Pecahkan rekor, 129 ribu turis asing naik KA jarak jauh, dari stasiun mana saja?

Ilustrasi kereta api. (Dok PT KAI)

JAKARTA: Jumlah wisatawan mancanegara yang menggunakan layanan Kereta Api (KA) Jarak Jauh pada Triwulan I 2026 mencapai 129.105 pelanggan, menjadi yang tertinggi dalam lima tahun terakhir.

KAI menyebut capaian tersebut melanjutkan tren kenaikan penggunaan kereta api oleh turis asing dalam beberapa tahun terakhir. Pada periode yang sama tahun 2022, jumlahnya tercatat 26.225 pelanggan. Angka itu kemudian meroket tajam menjadi 103.722 pada 2023, bertambah lagi menjadi 121.329 pada 2024, lalu 128.933 pada 2025, sebelum mencapai 129.105 pada 2026.

Vice President Corporate Communication KAI Anne Purba mengatakan perjalanan dengan KA Jarak Jauh semakin sering masuk ke dalam rencana perjalanan wisatawan asing di Indonesia.

“Angka ini menjadi yang tertinggi dalam lima tahun terakhir,” kata Anne dalam keterangan resmi yang diwartakan Kompas, akhir pekan lalu.

Menurut Anne, kenaikan tersebut tidak lepas dari sejumlah perubahan pada layanan KA Jarak Jauh, mulai dari kenyamanan perjalanan, kemudahan pembelian tiket, hingga waktu tempuh yang dinilai semakin bisa diprediksi. Faktor-faktor itu, lanjut dia, ikut membentuk pengalaman perjalanan yang lebih baik dari keberangkatan hingga tiba di tujuan.

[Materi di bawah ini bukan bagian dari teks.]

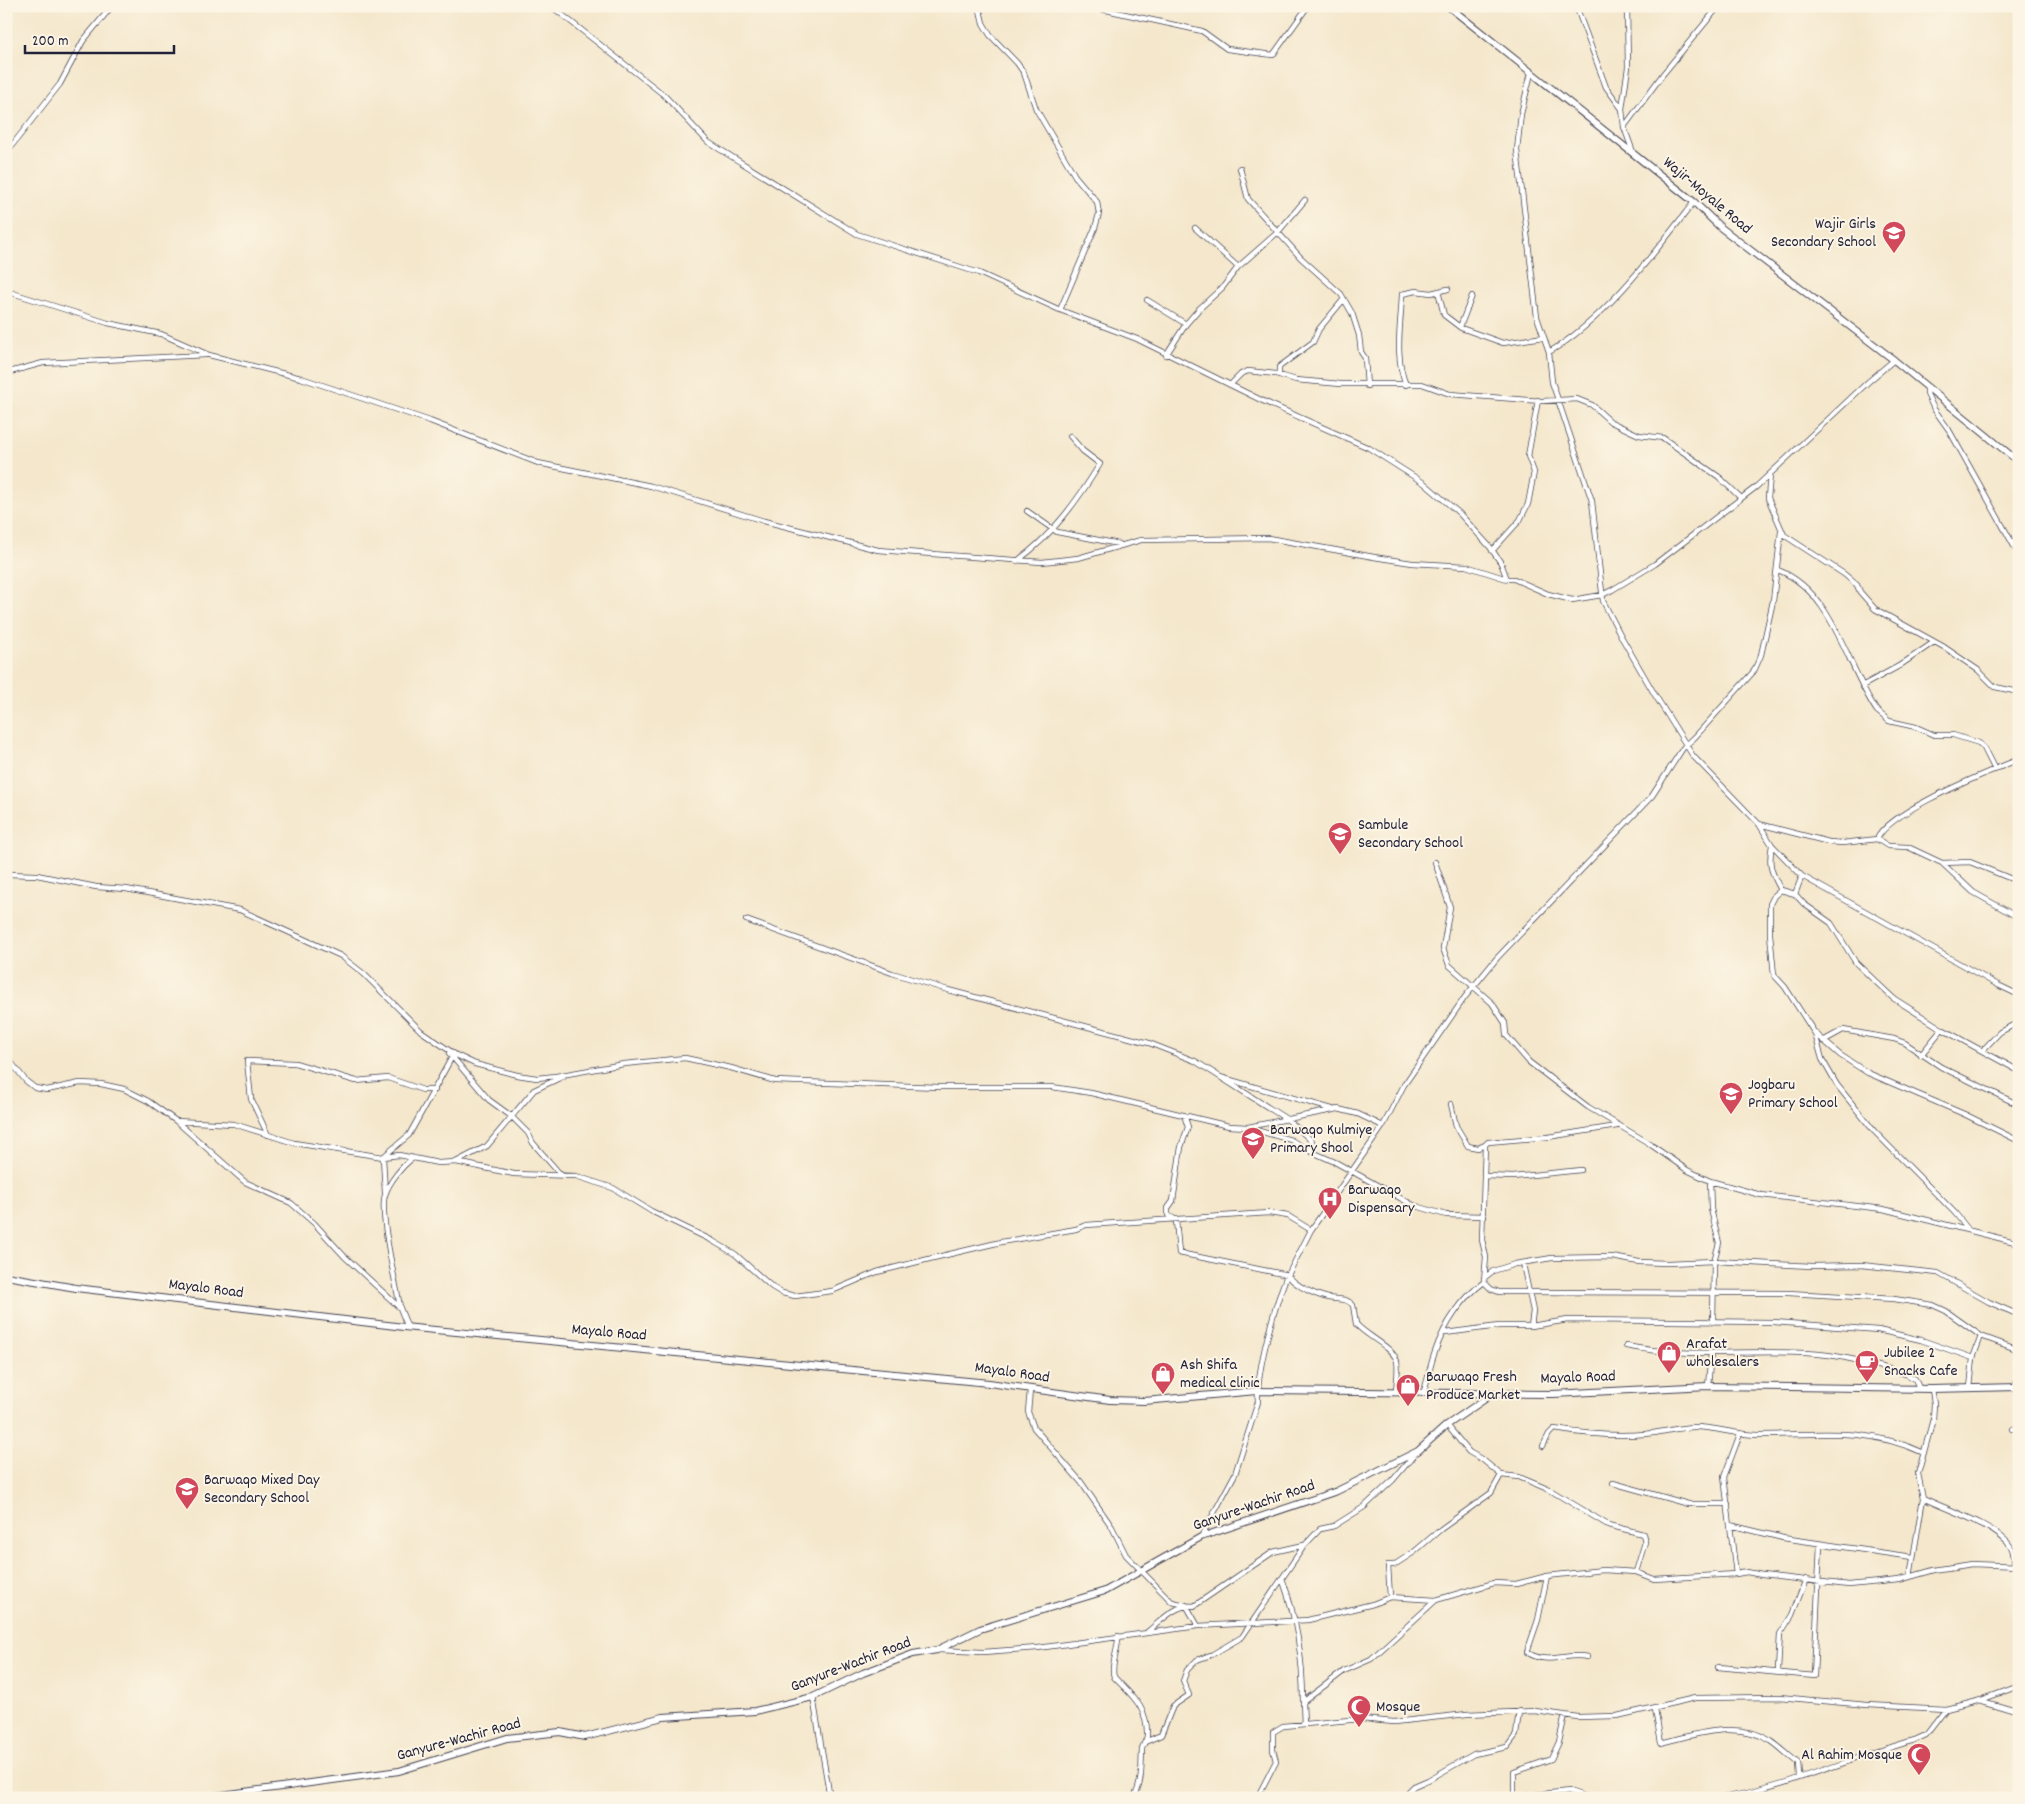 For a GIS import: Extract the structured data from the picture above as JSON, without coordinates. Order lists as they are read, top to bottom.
{
  "streets": {
    "street": ["Wajir-Moyale Road", "Mayalo Road", "Ganyure-Wachir Road"]
  },
  "crossings": [
    ["Mayalo Road", "Ganyure-Wachir Road"]
  ],
  "places": {
    "school or university": [
      "Wajir Girls Secondary School",
      "Sambule Secondary School",
      "Jogbaru Primary School",
      "Barwaqo Kulmiye Primary Shool",
      "Barwaqo Mixed Day Secondary School"
    ],
    "hospital": ["Barwaqo Dispensary"],
    "shop": ["Arafat wholesalers", "Ash Shifa medical clinic", "Barwaqo Fresh Produce Market"],
    "cafe": ["Jubilee 2 Snacks Cafe"],
    "mosque": ["Mosque", "Al Rahim Mosque"]
  },
  "scale_bar": "200 m"
}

Ia juga menilai stasiun-stasiun KA Jarak Jauh di Pulau Jawa diuntungkan oleh lokasinya yang dekat dengan sejumlah tujuan wisata populer. Kondisi itu membuat kereta api menjadi salah satu moda yang banyak dipilih wisatawan asing saat bepergian antarkota.

GAMBIR HINGGA YOGYAKARTA JADI TITIK KEBERANGKATAN UTAMA

Dari sisi titik keberangkatan, pergerakan turis asing paling banyak tercatat di sejumlah stasiun besar. Stasiun Gambir menempati posisi teratas dengan 20.881 keberangkatan wisatawan mancanegara pada Triwulan I 2026.

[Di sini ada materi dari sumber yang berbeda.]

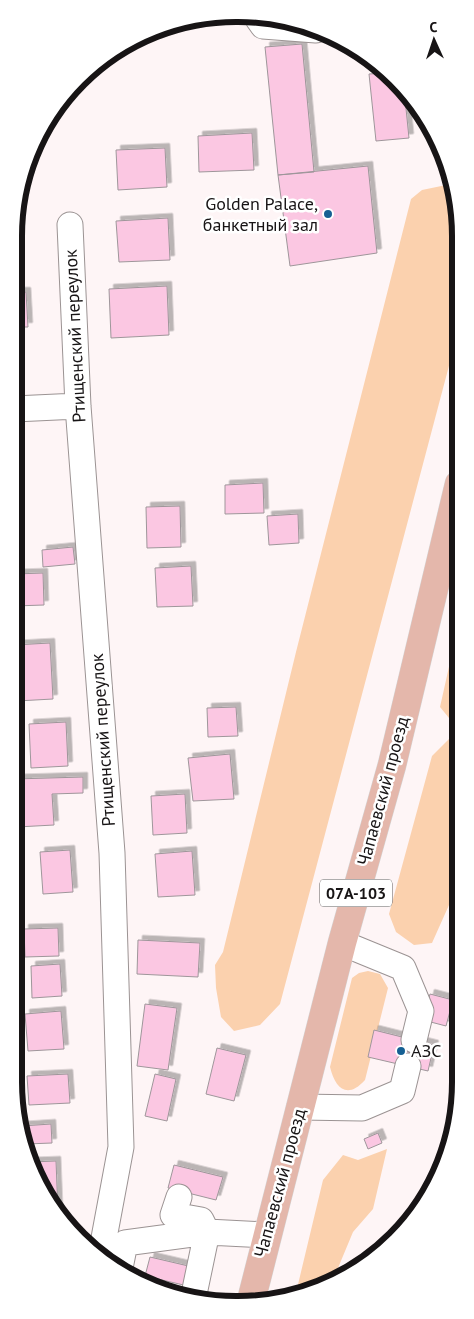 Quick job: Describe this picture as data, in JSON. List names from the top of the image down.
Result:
{
  "streets": {
    "main road": ["Чапаевский проезд", "07А-103"],
    "street": ["Ртищенский переулок"]
  },
  "places": ["Golden Palace, банкетный зал", "АЗС"],
  "north": "top"
} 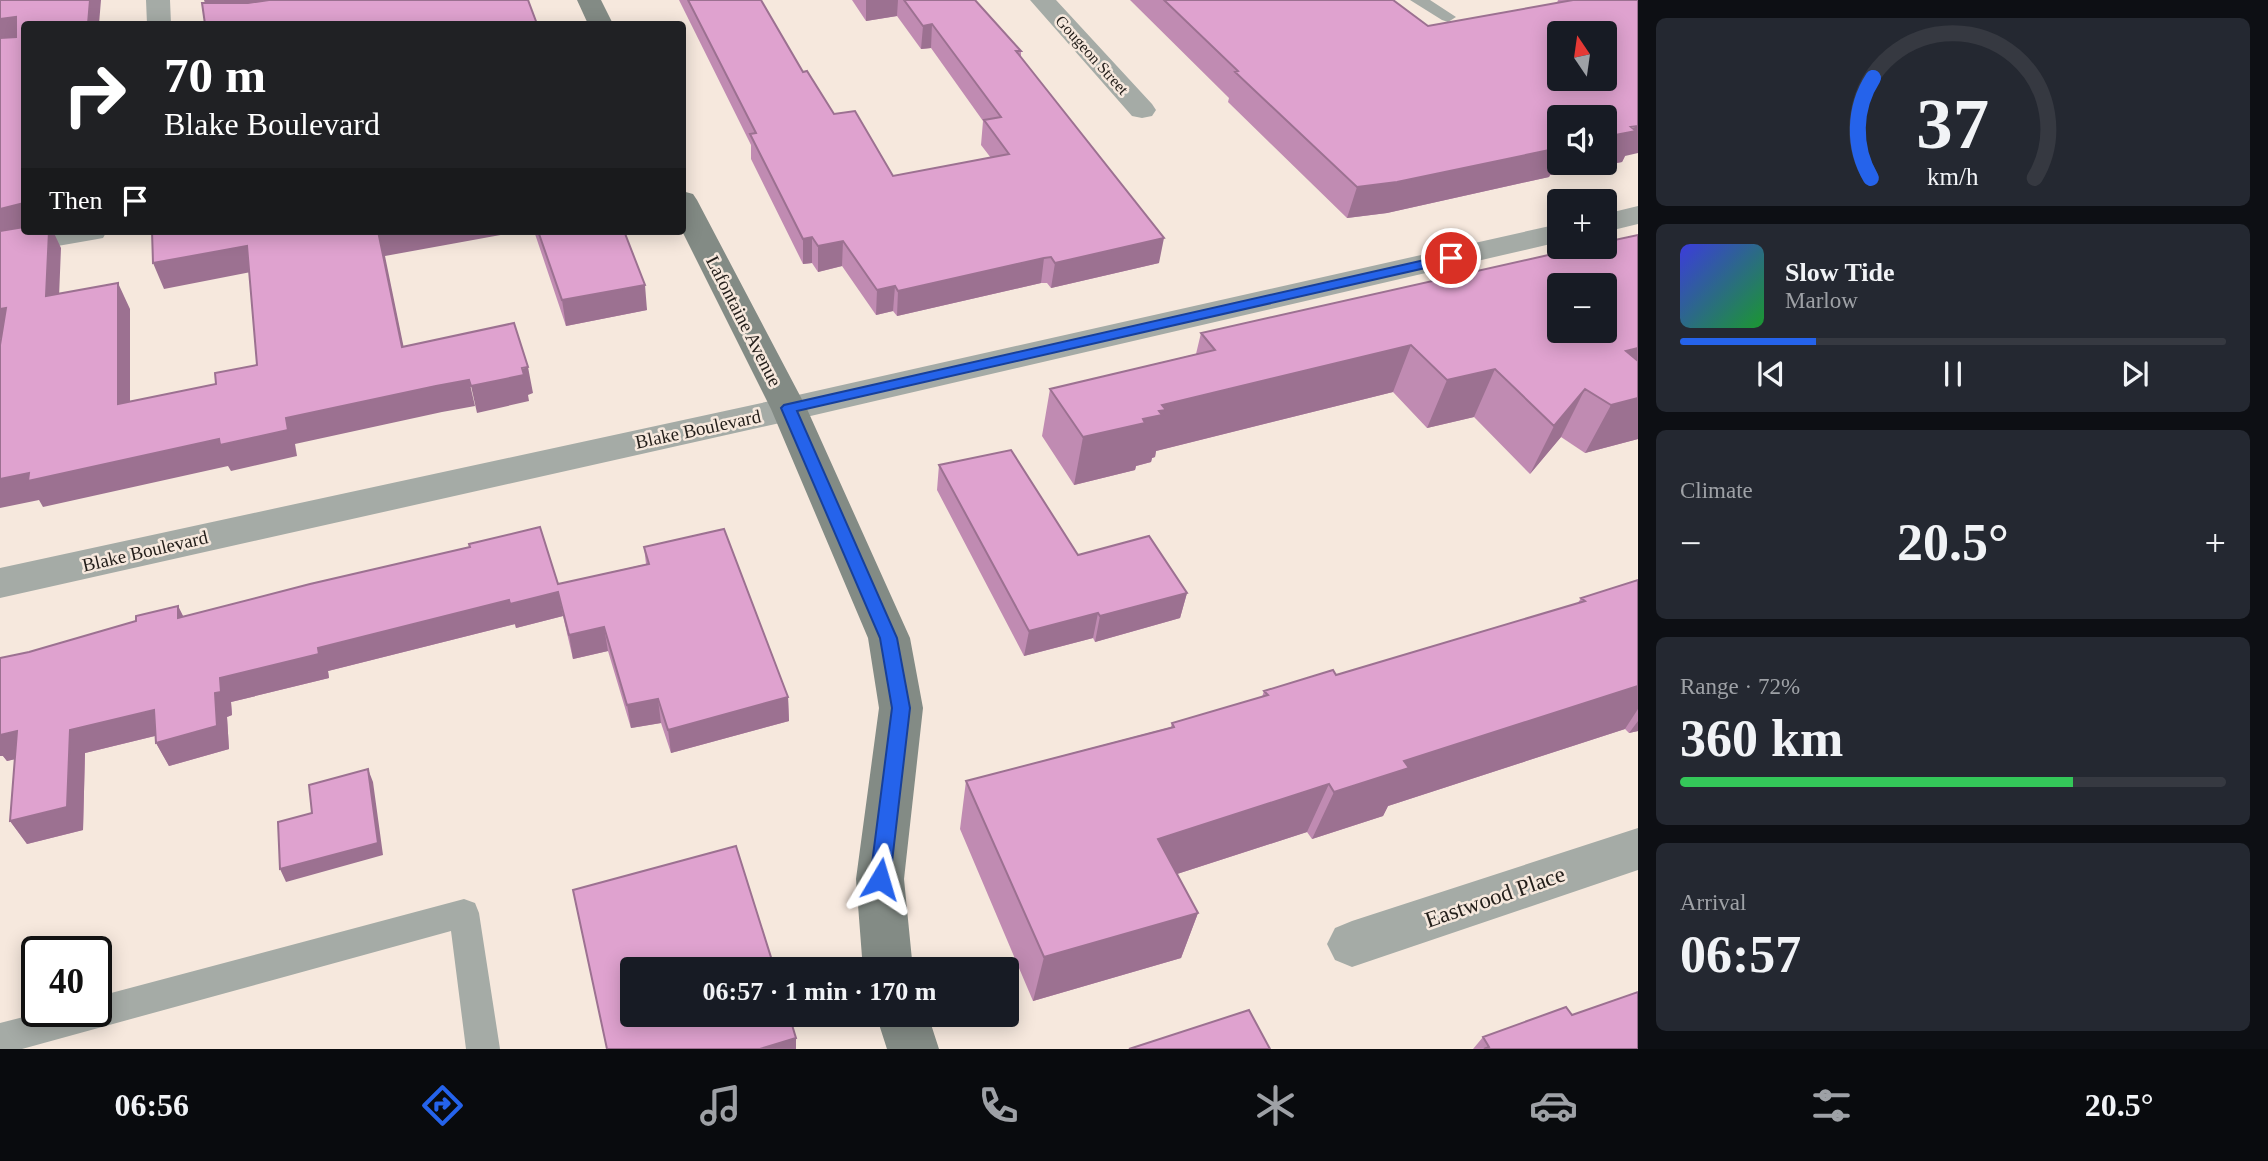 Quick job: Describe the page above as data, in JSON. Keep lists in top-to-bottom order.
{
  "streets": {
    "street": [
      "Gougeon Street",
      "Lafontaine Avenue",
      "Blake Boulevard",
      "Eastwood Place"
    ]
  },
  "crossings": [
    ["Lafontaine Avenue", "Blake Boulevard"]
  ],
  "north": "top",
  "page": {
    "map_buttons": ["+", "−"],
    "turn": ["70 m", "Blake Boulevard"],
    "then": "Then",
    "song": ["Slow Tide", "Marlow"],
    "tile": [
      "Climate",
      ["Range · 72%", "360 km"],
      ["Arrival", "06:57"]
    ],
    "heat": ["−", "20.5°", "+"],
    "limit": "40",
    "trip": "06:57 · 1 min · 170 m",
    "tabs": ["06:56", "20.5°"],
    "gauge": ["37", "km/h"]
  }
}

Di bawahnya terdapat Stasiun Yogyakarta dengan 17.912 keberangkatan dan Stasiun Bandung sebanyak 11.371. Stasiun Pasar Senen menyusul dengan 7.691, sementara Stasiun Surabaya Gubeng mencatat 6.481 keberangkatan.

KAI juga mencatat Stasiun Semarang Tawang melayani 4.875 keberangkatan wisman selama tiga bulan pertama 2026. Setelah itu, Stasiun Malang tercatat 3.516, Stasiun Surabaya Pasar Turi 3.271, dan Stasiun Cirebon 3.138.

Posisi kesepuluh ditempati Stasiun Solo Balapan dengan 2.764 keberangkatan wisatawan mancanegara.

Anne mengatakan perjalanan dengan kereta memberi kesempatan bagi wisatawan untuk melihat perubahan lanskap dari satu kota ke kota lain secara langsung. Menurut dia, pengalaman itu menjadi salah satu hal yang membuat perjalanan kereta lebih berkesan bagi turis asing.

“Selama perjalanan, wisatawan bisa melihat langsung perubahan lanskap dari satu kota ke kota lain. Itu yang membuat perjalanan terasa lebih berkesan,” jelas Anne.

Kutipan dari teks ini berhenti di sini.